Stress is unavoidable.
But some cities in the U.S. suffer more than others.
Factors like work, finances, health and safety all contribute to how stressful an environment can be. Following the COVID-19 pandemic, record inflation rates and spiking homicides have further increased worries across the country.
About 83% of adults in the U.S. say inflation is causing them stress, with 56% reporting they've had to make different choices due to lack of money, according to the American Psychological Association. About three-quarters of adults also cite violence and crime as sources of stress in their lives.
To see how stress measured up across the country, Wallethub compared 39 metrics in over 180 cities, evaluating data from weekly work hours to unemployment to divorce rates.

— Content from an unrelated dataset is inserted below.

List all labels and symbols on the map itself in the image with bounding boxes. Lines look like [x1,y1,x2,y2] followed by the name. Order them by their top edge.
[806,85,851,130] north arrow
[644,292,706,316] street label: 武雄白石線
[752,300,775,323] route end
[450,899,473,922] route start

Based on the data, Cleveland is the most stressed city in America. It ranked No. 1 in financial stress, No. 2 in health and safety stress and No. 3 in family stress.
Following Cleveland is Detroit as the second-most stressed city. Shreveport, Louisiana, came in third, and New Orleans and Baltimore rounded out the top five.
But not all cities offer high-stress environments.
The least stressed city in the U.S. is South Burlington, Vermont, according to Wallethub. The city ranked 182 in both financial stress and family stress, 110 in work stress and 177 in health and safety stress. Fremont, California, came in second for least stressed, followed by San Jose, California; Bismark, North Dakota; and Seattle, respectively.